JupyterLab and HTCondor with SLATE
Note: This blog post was first published on Jun 11,2020 and last updated on Apr 04, 2023.
JupyterLab is a great tool for data analysis, visualization, machine learning and much more. It allows users to run code interactively via its web notebook interface and thus iterate changes quickly. Often users need to scale up their work and thus require submission to a backend cluster from the notebook. We show how this can be done with HTCondor using SLATE.

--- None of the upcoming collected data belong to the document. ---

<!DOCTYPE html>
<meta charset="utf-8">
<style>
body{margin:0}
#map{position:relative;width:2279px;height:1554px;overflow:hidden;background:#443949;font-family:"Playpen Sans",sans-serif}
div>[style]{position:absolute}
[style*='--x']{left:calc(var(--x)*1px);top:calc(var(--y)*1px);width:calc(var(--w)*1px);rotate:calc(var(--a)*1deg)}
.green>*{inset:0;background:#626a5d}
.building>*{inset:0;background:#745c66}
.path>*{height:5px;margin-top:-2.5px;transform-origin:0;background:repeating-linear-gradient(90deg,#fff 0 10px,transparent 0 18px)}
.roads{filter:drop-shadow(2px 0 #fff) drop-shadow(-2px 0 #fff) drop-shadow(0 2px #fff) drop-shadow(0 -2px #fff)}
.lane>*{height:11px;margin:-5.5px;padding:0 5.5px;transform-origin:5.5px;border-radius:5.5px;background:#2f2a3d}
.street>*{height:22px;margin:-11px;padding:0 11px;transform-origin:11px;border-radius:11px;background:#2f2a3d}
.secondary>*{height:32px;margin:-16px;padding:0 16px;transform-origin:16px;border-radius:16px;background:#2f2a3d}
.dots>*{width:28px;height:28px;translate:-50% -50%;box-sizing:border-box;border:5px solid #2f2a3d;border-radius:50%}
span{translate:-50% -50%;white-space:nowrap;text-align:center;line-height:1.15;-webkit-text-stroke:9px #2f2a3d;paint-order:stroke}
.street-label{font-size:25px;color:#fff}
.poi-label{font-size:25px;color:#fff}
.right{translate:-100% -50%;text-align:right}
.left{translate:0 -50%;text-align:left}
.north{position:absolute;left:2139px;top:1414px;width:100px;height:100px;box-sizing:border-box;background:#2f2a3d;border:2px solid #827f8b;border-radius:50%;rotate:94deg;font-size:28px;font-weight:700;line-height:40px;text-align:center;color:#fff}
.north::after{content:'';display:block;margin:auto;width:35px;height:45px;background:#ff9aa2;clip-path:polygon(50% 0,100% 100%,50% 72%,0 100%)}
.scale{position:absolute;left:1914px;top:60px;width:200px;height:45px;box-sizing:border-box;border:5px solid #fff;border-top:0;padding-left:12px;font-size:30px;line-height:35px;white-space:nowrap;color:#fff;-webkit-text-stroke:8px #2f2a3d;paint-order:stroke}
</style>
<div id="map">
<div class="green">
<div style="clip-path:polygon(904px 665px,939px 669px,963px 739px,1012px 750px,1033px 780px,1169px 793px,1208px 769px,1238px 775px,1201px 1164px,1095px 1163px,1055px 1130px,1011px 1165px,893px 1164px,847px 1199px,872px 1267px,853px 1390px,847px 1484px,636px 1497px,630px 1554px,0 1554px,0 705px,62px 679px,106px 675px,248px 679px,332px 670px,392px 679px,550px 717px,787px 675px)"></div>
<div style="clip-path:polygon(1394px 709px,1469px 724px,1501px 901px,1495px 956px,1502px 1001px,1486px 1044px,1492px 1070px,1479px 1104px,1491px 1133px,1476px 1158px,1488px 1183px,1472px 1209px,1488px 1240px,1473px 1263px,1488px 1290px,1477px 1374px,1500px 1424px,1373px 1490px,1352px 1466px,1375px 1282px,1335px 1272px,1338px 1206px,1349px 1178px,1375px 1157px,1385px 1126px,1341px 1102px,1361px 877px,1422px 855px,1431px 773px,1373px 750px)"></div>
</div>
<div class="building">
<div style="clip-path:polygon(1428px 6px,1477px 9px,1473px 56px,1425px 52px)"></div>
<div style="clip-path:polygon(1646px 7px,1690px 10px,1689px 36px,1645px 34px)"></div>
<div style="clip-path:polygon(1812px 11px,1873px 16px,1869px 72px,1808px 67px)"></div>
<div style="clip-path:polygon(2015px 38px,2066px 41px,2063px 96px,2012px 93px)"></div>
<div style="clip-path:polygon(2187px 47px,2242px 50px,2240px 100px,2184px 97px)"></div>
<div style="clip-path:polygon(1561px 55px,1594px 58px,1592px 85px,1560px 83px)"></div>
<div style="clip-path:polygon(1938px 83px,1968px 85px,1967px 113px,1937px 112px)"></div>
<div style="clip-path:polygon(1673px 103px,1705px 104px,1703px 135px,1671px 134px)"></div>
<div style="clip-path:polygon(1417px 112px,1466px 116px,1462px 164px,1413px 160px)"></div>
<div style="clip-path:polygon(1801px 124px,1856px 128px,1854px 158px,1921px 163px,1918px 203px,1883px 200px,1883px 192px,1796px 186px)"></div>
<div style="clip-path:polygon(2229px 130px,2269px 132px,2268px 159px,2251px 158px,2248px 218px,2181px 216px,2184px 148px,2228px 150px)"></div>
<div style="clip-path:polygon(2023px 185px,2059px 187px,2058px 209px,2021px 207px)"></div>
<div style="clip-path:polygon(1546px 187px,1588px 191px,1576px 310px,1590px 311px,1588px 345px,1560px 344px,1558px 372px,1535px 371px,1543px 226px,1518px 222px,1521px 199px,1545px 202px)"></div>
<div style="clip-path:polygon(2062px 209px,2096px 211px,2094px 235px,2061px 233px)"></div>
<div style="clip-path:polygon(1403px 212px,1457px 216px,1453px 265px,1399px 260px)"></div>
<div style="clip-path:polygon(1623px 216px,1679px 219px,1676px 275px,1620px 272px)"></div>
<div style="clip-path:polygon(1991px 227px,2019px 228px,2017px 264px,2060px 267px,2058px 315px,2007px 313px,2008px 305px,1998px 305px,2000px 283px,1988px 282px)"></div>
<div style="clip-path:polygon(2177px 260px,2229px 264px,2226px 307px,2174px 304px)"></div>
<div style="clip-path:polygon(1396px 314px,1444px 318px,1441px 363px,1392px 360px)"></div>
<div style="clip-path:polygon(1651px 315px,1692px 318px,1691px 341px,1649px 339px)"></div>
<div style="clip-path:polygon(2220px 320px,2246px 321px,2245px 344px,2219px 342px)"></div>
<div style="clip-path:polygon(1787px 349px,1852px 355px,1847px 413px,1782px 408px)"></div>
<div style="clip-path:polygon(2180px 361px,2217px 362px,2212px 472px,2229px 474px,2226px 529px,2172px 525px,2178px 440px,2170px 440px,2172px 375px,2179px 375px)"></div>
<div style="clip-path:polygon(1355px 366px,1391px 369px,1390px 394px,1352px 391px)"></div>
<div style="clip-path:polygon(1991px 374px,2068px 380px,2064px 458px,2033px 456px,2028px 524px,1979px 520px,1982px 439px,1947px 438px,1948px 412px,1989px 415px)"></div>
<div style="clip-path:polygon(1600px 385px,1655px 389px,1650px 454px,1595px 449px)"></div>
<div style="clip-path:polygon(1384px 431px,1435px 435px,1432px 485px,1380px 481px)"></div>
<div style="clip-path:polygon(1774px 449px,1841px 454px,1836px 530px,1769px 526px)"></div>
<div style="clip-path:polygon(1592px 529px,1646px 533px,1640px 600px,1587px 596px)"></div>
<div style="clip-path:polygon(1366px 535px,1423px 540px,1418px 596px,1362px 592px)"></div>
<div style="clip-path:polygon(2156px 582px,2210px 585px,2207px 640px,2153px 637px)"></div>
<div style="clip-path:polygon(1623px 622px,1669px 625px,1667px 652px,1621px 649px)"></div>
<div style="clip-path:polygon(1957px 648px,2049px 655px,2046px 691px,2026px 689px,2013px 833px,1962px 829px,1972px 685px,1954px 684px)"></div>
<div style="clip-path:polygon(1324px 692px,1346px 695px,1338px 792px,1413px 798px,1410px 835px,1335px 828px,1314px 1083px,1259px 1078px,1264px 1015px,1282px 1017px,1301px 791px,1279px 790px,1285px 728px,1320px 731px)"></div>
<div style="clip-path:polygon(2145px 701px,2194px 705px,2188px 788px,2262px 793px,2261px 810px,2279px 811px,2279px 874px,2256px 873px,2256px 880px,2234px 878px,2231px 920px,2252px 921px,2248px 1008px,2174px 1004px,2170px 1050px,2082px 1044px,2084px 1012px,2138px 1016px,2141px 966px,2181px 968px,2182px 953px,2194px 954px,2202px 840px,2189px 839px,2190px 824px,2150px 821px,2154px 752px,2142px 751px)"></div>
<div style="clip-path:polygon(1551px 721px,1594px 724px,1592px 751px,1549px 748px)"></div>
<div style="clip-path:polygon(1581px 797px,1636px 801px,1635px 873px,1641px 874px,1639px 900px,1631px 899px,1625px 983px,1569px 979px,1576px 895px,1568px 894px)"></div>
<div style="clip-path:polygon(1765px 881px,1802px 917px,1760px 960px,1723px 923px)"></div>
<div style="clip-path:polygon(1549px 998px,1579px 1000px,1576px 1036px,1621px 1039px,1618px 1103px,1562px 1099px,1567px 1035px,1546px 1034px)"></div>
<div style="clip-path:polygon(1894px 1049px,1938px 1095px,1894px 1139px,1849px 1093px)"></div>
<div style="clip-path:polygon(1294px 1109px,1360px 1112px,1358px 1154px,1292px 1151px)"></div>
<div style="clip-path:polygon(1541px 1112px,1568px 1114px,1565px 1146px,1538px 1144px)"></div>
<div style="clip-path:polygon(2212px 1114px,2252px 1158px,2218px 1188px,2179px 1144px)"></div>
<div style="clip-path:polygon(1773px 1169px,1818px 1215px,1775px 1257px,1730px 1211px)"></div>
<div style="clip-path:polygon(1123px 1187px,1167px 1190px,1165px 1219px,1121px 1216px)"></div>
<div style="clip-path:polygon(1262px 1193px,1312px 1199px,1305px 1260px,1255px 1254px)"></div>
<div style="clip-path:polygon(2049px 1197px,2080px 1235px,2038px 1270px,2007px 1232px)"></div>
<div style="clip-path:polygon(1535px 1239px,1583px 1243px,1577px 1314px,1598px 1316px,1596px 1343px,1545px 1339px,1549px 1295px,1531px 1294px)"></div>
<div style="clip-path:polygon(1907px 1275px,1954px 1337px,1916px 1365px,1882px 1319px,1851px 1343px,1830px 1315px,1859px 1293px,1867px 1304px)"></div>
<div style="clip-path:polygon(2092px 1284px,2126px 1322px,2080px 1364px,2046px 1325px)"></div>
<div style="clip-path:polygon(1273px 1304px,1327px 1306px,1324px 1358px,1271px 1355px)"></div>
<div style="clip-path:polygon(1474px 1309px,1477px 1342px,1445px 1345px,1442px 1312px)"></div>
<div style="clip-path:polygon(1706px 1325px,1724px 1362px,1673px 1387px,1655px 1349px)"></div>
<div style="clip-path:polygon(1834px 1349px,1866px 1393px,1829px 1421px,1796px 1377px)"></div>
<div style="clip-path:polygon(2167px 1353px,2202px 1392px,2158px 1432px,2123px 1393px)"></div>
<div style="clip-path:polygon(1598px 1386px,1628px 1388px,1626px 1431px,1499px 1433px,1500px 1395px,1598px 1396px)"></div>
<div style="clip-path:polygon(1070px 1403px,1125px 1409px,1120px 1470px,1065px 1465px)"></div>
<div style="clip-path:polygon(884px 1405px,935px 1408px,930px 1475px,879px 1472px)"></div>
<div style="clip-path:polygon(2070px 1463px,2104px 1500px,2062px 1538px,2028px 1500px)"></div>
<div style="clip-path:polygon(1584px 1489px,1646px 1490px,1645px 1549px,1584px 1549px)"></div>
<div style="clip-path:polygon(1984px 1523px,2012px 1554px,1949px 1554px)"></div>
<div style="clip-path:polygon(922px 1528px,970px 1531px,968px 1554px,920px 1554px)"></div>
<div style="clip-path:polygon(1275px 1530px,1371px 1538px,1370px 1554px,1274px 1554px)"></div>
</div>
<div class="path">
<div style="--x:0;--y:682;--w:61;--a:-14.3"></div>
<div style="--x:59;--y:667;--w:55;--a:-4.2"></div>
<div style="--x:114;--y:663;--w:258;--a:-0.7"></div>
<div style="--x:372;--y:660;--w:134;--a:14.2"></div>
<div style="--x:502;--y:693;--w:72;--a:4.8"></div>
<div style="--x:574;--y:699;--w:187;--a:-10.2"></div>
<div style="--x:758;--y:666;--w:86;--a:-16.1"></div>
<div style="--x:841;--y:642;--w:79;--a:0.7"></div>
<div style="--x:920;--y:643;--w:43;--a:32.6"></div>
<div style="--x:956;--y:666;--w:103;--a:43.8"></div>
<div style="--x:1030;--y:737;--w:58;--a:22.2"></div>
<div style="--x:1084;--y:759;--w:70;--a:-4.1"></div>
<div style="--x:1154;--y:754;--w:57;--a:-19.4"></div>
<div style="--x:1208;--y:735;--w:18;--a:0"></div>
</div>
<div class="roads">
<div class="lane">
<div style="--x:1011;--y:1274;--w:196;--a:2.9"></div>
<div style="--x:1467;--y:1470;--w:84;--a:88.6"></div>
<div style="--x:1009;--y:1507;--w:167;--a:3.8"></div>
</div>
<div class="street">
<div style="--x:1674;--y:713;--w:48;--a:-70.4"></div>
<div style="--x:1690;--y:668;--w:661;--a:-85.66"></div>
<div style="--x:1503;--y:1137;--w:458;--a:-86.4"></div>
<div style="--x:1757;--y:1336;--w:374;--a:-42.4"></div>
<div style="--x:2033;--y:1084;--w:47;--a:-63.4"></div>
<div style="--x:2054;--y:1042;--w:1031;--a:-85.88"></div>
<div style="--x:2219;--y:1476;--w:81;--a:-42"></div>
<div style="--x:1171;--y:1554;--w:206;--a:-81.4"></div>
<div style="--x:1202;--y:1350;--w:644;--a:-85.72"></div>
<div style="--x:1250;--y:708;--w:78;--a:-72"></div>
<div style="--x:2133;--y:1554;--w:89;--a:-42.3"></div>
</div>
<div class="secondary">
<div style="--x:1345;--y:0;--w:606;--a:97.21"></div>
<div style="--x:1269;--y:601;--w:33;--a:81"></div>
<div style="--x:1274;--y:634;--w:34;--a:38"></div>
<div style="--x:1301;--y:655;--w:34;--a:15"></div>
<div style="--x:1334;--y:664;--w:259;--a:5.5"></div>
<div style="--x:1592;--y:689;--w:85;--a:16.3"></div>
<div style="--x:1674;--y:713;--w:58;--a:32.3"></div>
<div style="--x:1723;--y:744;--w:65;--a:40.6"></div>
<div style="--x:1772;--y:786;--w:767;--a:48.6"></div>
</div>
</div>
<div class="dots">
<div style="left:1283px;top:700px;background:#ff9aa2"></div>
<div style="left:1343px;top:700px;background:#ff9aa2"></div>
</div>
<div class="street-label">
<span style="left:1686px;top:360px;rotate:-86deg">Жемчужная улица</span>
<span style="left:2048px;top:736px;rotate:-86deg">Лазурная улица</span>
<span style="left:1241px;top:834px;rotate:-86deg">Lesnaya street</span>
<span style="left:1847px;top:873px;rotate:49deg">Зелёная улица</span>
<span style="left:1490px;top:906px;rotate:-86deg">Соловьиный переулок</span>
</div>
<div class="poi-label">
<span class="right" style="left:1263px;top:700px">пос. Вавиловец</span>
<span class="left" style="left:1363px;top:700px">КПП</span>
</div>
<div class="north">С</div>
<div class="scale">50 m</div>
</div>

First, we’ll install a test HTCondor pool. Later, we’ll deploy a JupyterLab instance and submit jobs to this pool from the notebook, from both the Unix command line (within the notebook) and with HTCondor Python bindings. We assume you have a SLATE account and client installed on your laptop (c.f. the SLATE quickstart) and access to a SLATE registered Kubernetes cluster.
Table of Contents
Deploy a HTCondor Pool
First, get the configuration template of the central manager:
$ slate app get-conf condor-manager > manager.conf
Edit the file by adding an instance name of your choice:
Instance: 'blogpostdemo'
Then install the central manager using the below SLATE command (Please change <your-group> in the command to your SLATE group name, and <a-cluster> to the target cluster name that you want to use for your deployment):
$ slate app install condor-manager --group <your-group> --cluster <a-cluster> --conf manager.conf
Successfully installed application condor-manager as instance your-group-condor-manager with ID instance_1sGae98se
Note: If deployment fails due to an instance name that’s already been chosen by another user, please choose a different instance name and try running the above command again.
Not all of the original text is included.